Der Puck zappelte in den vergangenen Tagen bereits wieder einige Male im Netz. Zumindest im Training. Nick Bailen und Nico Brunner drehten am Tag zwischen Viertelfinals-Spiel zwei am Donnerstag und Spiel drei heute (18.30 Uhr) daheim gegen den VSV fleißig ihre Runden auf dem Grazer Eis, trainierten voll mit.
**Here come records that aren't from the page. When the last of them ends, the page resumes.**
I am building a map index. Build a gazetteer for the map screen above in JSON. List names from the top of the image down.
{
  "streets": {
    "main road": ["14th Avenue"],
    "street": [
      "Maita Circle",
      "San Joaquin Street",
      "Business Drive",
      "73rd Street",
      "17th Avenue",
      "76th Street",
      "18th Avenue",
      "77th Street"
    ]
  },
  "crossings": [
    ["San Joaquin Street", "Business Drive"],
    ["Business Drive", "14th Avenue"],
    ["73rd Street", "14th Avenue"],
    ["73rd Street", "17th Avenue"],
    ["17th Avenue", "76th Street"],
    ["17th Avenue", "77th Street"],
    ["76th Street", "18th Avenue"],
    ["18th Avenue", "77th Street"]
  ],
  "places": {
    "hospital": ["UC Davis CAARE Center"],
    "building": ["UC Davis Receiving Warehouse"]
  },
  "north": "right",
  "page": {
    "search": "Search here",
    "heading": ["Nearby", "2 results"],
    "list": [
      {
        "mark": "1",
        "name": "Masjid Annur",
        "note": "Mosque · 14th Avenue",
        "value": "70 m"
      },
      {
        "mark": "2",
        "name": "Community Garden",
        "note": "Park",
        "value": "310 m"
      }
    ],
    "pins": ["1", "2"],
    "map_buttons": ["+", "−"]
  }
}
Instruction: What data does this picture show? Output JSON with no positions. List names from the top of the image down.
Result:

Ob die Scoring-Maschine Bailen heute tatsächlich das Comeback nach fast zwei Monaten Verletzungspause gibt, wollte Trainer Dan Lacroix noch offen lassen. Auch die Rückkehr von Brunner ist zeitlich noch nicht festgelegt. „Wir wollen kein Risiko eingehen“, sagt Sportdirektor Philipp Pinter. Das 5:1 in Kärnten war „enorm wichtig“, nun könne man mit dem Einsatz der rekonvaleszenten Akteure eventuell noch ein wenig zuwarten.
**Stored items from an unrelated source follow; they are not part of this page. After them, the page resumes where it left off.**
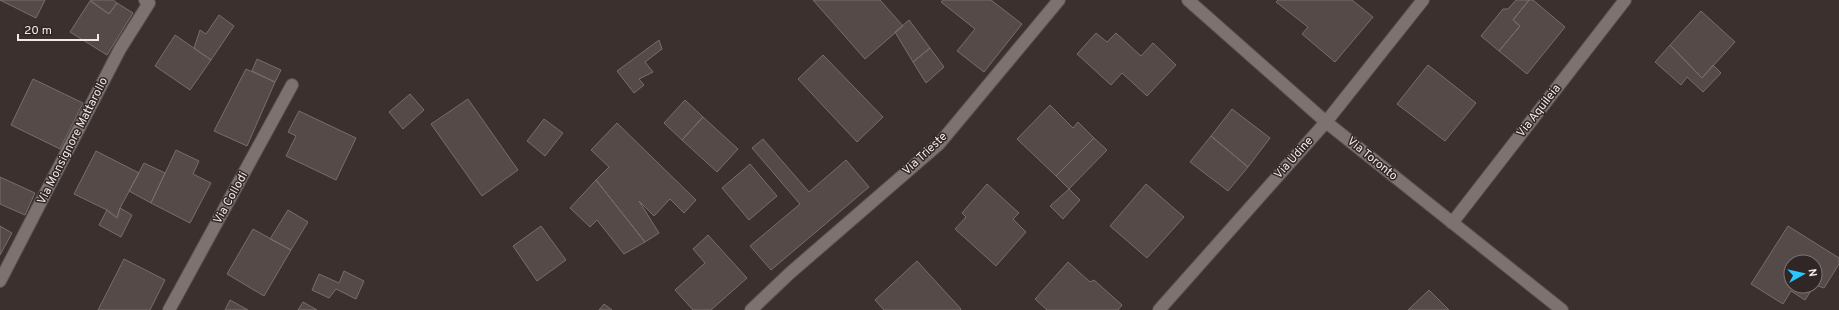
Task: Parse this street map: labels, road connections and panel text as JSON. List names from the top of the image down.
{
  "streets": {
    "street": [
      "Via Aquileia",
      "Via Monsignore Mattarollo",
      "Via Trieste",
      "Via Udine",
      "Via Toronto",
      "Via Collodi"
    ]
  },
  "crossings": [
    ["Via Aquileia", "Via Toronto"],
    ["Via Udine", "Via Toronto"]
  ],
  "scale_bar": "20 m",
  "north": "right"
}
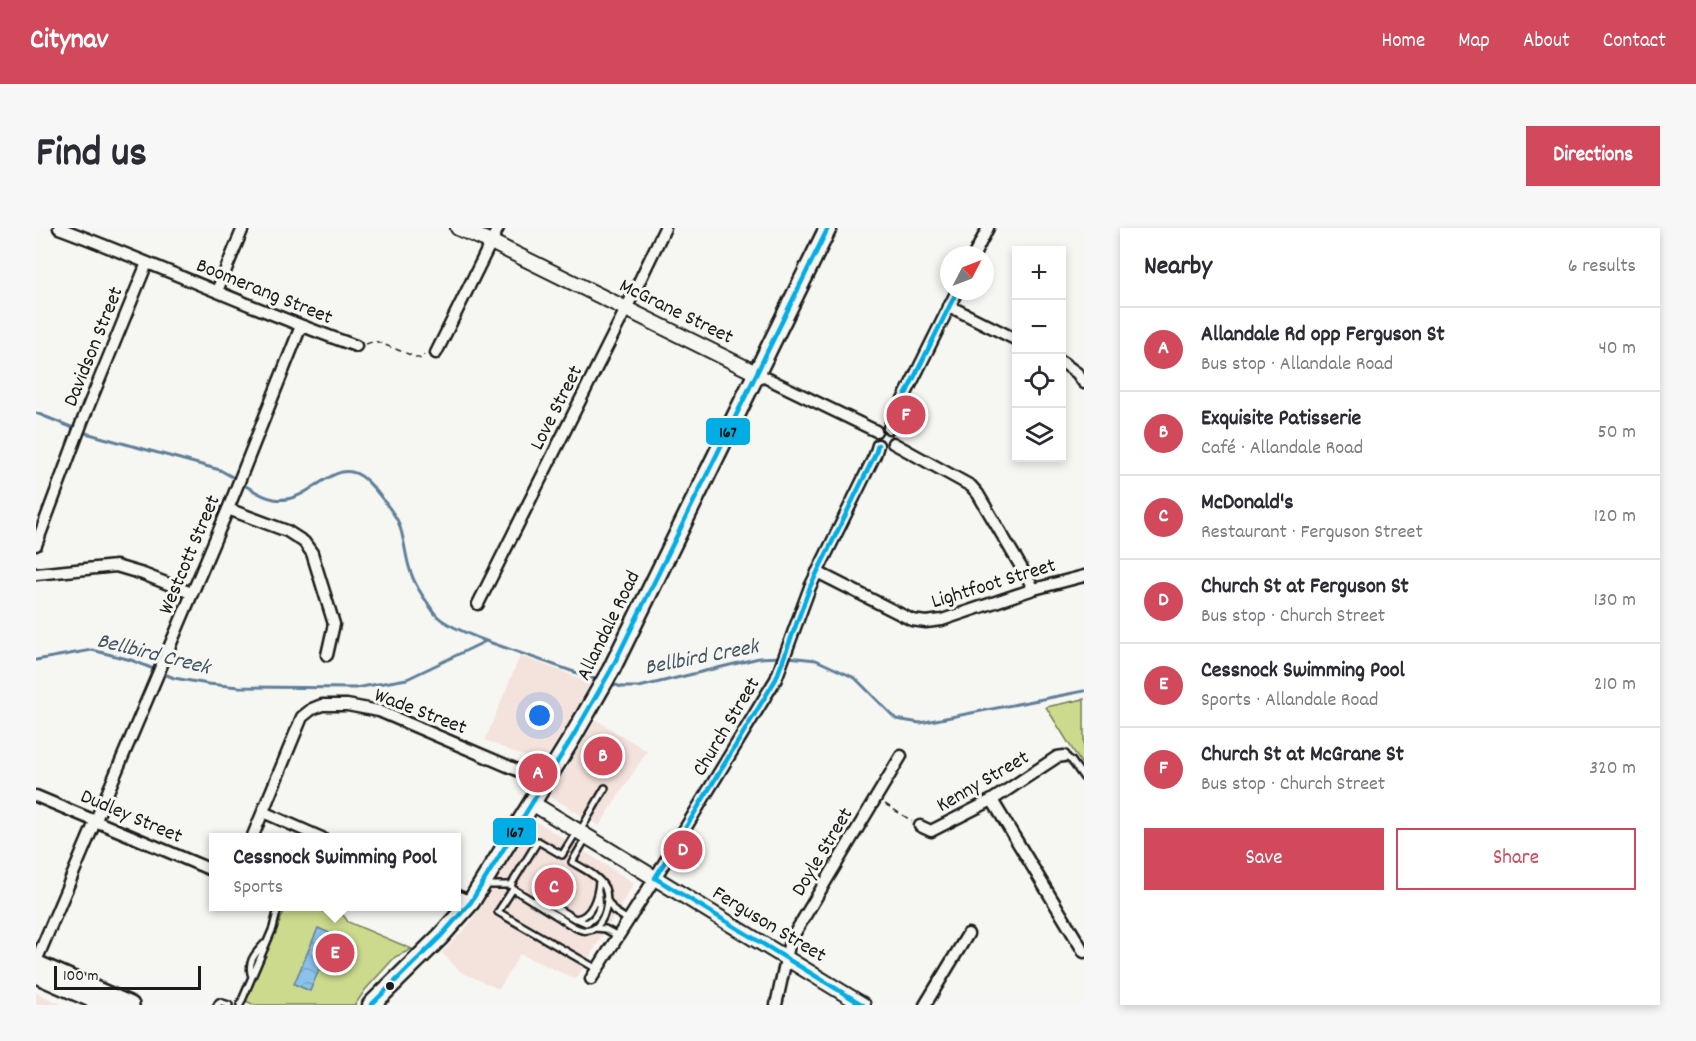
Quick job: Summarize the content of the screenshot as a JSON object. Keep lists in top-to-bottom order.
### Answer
{
  "streets": {
    "main road": ["Allandale Road"],
    "street": [
      "Boomerang Street",
      "McGrane Street",
      "Davidson Street",
      "Love Street",
      "Westcott Street",
      "Lightfoot Street",
      "Wade Street",
      "Church Street",
      "Kenny Street",
      "Dudley Street",
      "Doyle Street",
      "Ferguson Street"
    ]
  },
  "crossings": [
    ["Boomerang Street", "Davidson Street"],
    ["Boomerang Street", "Westcott Street"],
    ["McGrane Street", "Love Street"],
    ["McGrane Street", "Allandale Road"],
    ["McGrane Street", "Church Street"],
    ["Westcott Street", "Dudley Street"],
    ["Lightfoot Street", "Church Street"],
    ["Allandale Road", "Ferguson Street"],
    ["Church Street", "Ferguson Street"],
    ["Doyle Street", "Ferguson Street"]
  ],
  "water": ["Bellbird Creek"],
  "lines": ["transit line 167"],
  "scale_bar": "100 m",
  "north": "top right",
  "page": {
    "header": "Citynav",
    "nav": [
      "Home",
      "Map",
      "About",
      "Contact"
    ],
    "title": "Find us",
    "buttons": [
      "Directions",
      ["Save", "Share"]
    ],
    "heading": ["Nearby", "6 results"],
    "map_buttons": ["+", "−"],
    "list": [
      {
        "mark": "A",
        "name": "Allandale Rd opp Ferguson St",
        "note": "Bus stop · Allandale Road",
        "value": "40 m"
      },
      {
        "mark": "B",
        "name": "Exquisite Patisserie",
        "note": "Café · Allandale Road",
        "value": "50 m"
      },
      {
        "mark": "C",
        "name": "McDonald's",
        "note": "Restaurant · Ferguson Street",
        "value": "120 m"
      },
      {
        "mark": "D",
        "name": "Church St at Ferguson St",
        "note": "Bus stop · Church Street",
        "value": "130 m"
      },
      {
        "mark": "E",
        "name": "Cessnock Swimming Pool",
        "note": "Sports · Allandale Road",
        "value": "210 m"
      },
      {
        "mark": "F",
        "name": "Church St at McGrane St",
        "note": "Bus stop · Church Street",
        "value": "320 m"
      }
    ],
    "pins": [
      "F",
      "B",
      "A",
      "D",
      "C",
      "E"
    ],
    "popup": ["Cessnock Swimming Pool", "Sports"],
    "scale": "100 m"
  }
}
Kaum erwarten können die Fans das zweite Heimspiel im Play-off. Das Eisstadion wird einmal mehr ausverkauft sein. 4126 Besucher sind heute Abend live dabei und sorgen damit zum vierten Mal hintereinander für eine volle Hütte. Das hat es in der Klubgeschichte der 99ers noch nie gegeben. Übermütig möchte man im Lager der Steirer nicht sein. Man ist sich bewusst, dass man die Tür zum Halbfinale zwar weit aufgestoßen habe, aber: „Wir schauen von Spiel zu Spiel“, füttert Paul Huber das Phrasenschwein. Der Angreifer war es, der in Villach in der 41. Minute den Bann gebrochen und die Gäste in Führung gebracht hat.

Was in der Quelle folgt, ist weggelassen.